**TASK DIRECTIONS**.
Which lines of the entries below contain the string "dasharray"? Copy each one.

- - -

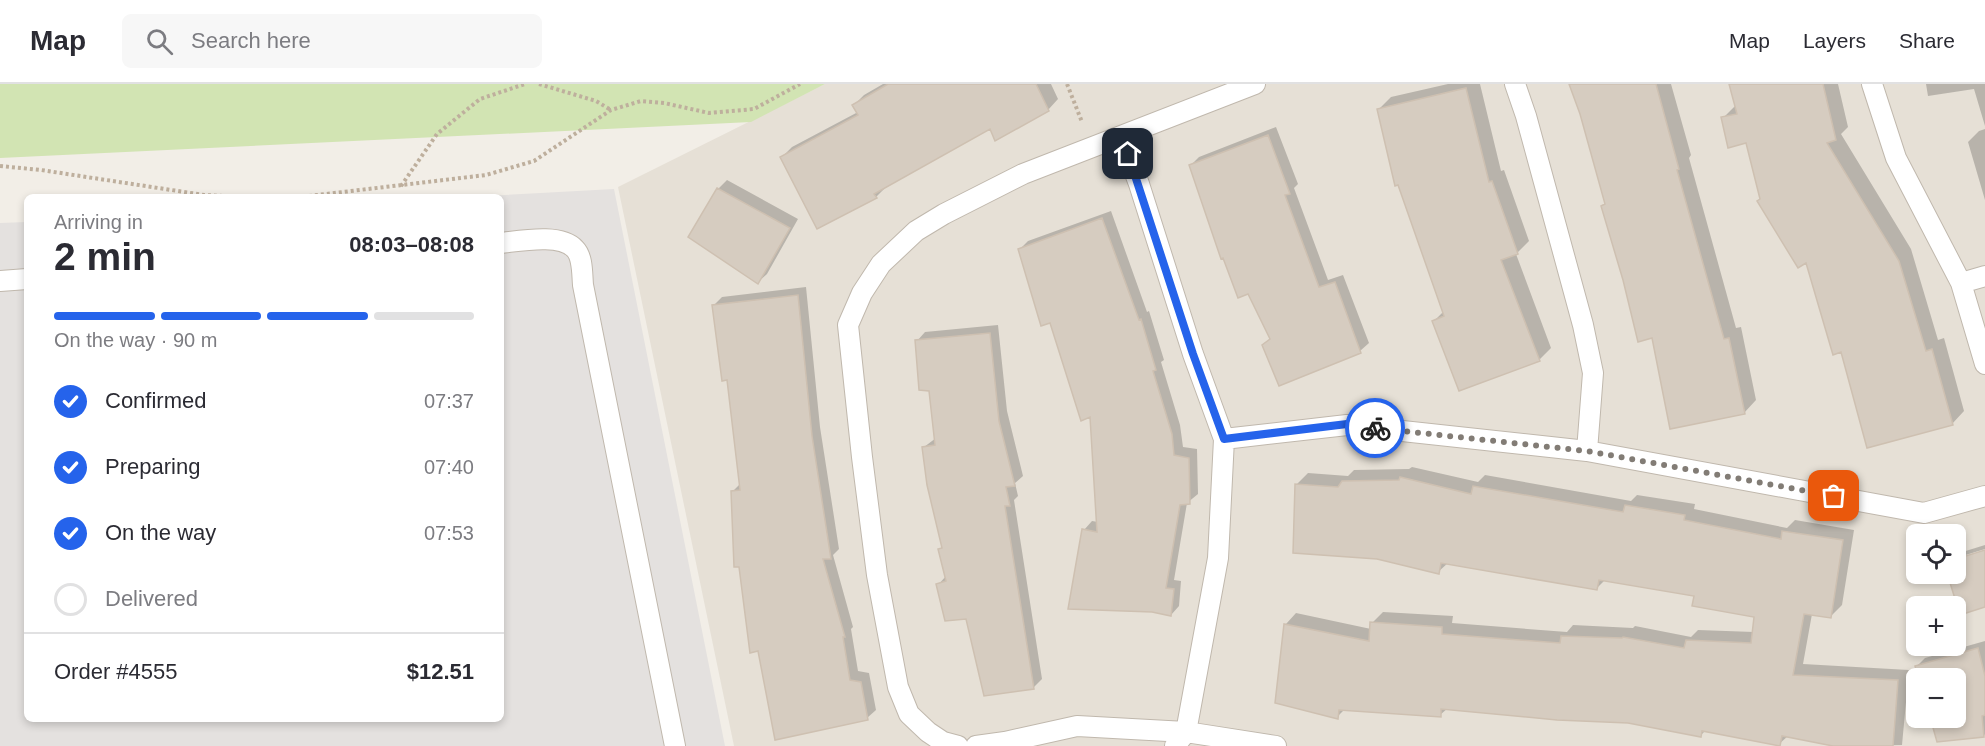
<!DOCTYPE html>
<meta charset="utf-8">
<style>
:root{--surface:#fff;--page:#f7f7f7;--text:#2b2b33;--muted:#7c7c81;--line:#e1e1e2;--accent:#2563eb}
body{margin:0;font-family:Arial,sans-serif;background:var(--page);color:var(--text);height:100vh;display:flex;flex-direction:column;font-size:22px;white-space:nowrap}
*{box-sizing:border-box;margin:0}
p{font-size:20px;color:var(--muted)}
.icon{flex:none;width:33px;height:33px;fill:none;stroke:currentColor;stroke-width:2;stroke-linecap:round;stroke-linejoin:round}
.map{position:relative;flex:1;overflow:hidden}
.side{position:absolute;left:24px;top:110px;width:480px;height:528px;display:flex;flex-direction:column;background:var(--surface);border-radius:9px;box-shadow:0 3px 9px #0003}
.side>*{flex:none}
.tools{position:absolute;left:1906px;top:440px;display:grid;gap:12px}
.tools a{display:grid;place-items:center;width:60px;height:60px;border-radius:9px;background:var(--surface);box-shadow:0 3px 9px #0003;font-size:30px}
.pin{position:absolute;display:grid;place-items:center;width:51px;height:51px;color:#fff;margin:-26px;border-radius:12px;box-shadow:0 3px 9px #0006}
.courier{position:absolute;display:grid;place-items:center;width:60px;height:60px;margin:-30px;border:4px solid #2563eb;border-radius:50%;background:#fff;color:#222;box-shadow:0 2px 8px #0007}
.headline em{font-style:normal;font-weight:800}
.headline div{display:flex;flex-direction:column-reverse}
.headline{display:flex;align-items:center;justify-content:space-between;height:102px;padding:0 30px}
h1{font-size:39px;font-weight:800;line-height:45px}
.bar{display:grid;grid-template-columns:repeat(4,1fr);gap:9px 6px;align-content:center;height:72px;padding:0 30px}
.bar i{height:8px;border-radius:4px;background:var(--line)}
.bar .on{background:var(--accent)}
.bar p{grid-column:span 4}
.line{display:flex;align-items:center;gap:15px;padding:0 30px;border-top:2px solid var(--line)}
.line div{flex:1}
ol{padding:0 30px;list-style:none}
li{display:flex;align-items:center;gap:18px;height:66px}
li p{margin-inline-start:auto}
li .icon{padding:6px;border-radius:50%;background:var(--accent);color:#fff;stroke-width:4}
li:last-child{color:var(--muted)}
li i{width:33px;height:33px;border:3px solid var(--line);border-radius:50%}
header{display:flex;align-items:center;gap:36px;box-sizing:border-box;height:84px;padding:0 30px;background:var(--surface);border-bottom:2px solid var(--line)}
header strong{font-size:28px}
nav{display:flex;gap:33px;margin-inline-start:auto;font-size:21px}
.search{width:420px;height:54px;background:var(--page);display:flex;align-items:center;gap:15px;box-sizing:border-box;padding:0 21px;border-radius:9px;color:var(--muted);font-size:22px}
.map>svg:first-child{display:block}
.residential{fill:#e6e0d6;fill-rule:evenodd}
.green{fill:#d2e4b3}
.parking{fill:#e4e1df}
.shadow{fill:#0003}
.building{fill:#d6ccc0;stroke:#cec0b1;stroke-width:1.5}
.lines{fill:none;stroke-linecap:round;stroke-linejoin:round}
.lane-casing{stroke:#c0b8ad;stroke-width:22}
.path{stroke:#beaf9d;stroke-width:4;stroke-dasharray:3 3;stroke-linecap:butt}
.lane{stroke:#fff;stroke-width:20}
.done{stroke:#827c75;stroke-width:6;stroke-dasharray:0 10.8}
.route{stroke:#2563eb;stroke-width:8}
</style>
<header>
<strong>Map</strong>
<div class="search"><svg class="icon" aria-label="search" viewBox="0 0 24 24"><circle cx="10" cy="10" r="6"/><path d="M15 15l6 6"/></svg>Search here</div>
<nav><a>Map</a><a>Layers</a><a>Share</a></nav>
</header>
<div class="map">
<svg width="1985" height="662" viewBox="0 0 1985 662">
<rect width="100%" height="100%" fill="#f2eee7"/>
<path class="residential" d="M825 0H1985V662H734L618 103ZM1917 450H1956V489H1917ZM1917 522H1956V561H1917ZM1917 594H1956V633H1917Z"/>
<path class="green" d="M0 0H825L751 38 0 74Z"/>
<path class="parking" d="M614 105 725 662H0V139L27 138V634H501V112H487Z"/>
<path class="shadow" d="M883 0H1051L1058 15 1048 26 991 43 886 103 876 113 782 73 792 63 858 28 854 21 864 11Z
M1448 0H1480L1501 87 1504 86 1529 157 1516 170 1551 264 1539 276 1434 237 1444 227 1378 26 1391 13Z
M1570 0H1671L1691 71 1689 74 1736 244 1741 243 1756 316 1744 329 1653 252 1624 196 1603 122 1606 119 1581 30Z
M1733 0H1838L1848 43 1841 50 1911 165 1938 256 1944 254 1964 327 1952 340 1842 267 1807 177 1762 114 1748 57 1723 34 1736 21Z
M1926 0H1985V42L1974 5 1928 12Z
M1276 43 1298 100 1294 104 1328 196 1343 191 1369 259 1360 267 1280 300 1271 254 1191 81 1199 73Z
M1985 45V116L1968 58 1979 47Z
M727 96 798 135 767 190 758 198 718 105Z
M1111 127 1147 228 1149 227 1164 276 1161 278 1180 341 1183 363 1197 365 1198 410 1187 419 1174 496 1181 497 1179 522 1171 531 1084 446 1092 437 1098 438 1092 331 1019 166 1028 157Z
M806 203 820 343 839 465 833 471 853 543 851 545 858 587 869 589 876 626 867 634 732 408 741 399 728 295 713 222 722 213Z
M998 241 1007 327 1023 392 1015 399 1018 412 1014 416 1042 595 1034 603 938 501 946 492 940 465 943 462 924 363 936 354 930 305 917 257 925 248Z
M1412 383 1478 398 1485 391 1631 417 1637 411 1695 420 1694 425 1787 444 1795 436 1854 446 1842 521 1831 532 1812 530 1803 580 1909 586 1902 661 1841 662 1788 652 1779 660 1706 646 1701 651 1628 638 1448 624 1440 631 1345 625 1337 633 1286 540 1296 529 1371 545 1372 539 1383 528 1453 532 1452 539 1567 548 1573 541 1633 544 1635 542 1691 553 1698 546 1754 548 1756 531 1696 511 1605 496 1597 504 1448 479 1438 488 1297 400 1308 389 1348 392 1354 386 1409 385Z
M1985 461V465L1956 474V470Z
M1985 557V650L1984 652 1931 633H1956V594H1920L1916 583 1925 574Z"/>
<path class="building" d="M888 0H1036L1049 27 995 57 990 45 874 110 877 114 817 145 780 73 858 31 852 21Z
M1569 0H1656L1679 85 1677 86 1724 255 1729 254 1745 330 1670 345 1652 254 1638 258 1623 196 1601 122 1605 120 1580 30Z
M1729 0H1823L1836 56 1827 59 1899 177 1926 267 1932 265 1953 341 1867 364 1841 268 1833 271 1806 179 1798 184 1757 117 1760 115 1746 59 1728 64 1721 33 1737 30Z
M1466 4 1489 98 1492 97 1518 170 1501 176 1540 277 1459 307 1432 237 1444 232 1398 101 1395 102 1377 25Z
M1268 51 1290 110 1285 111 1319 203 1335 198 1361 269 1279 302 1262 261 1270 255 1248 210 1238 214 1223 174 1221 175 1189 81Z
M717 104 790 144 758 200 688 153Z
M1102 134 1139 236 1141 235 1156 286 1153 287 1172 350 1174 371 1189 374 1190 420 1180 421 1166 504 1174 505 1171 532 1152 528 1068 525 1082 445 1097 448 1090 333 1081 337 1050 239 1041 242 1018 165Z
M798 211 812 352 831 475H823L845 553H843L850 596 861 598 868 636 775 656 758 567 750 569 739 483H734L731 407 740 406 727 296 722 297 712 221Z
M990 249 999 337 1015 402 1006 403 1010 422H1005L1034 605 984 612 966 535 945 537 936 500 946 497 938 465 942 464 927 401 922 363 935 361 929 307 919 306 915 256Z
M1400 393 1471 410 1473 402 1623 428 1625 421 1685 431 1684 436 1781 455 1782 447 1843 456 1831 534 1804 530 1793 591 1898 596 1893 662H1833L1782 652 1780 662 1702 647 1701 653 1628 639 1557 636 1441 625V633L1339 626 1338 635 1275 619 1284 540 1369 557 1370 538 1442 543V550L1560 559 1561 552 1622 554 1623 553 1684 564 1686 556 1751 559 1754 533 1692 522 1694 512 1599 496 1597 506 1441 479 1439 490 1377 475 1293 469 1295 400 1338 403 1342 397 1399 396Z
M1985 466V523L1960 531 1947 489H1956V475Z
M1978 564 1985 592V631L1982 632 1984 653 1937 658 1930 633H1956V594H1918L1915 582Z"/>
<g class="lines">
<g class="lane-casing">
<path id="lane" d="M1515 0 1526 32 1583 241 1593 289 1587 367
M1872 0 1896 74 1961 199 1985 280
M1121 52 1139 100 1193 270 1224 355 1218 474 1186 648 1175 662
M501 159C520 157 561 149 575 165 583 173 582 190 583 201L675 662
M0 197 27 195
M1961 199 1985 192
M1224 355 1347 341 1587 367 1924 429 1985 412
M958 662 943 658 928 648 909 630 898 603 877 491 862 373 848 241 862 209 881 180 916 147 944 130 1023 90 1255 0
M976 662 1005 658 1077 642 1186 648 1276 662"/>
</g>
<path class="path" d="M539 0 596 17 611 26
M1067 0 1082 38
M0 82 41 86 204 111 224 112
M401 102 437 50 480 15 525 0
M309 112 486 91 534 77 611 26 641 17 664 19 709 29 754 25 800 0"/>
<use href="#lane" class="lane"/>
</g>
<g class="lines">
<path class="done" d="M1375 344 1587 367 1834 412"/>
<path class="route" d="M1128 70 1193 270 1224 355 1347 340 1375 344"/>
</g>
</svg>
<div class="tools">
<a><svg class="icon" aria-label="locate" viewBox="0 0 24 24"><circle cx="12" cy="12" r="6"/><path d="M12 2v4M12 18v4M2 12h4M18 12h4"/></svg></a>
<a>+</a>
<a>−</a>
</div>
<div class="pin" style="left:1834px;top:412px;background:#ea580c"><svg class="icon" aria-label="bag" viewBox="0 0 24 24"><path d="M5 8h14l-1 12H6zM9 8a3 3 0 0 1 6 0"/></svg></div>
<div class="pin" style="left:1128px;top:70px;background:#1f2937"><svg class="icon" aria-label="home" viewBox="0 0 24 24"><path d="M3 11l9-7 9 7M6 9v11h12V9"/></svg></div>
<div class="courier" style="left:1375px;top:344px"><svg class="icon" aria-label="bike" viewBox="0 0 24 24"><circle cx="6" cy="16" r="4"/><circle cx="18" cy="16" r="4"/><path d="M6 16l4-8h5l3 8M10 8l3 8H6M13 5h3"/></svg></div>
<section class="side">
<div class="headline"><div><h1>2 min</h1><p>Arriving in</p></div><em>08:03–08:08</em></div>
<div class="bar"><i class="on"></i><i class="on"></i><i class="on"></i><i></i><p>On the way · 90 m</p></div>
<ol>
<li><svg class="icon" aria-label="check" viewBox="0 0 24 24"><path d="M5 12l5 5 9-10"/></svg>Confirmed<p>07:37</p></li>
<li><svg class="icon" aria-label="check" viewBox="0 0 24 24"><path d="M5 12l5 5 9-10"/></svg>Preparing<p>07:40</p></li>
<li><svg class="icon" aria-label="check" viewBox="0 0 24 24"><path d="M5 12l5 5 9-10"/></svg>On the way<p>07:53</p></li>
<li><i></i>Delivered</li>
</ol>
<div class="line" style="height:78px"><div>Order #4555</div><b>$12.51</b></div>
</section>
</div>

- - -

**TASK RESULT**.
.path{stroke:#beaf9d;stroke-width:4;stroke-dasharray:3 3;stroke-linecap:butt}
.done{stroke:#827c75;stroke-width:6;stroke-dasharray:0 10.8}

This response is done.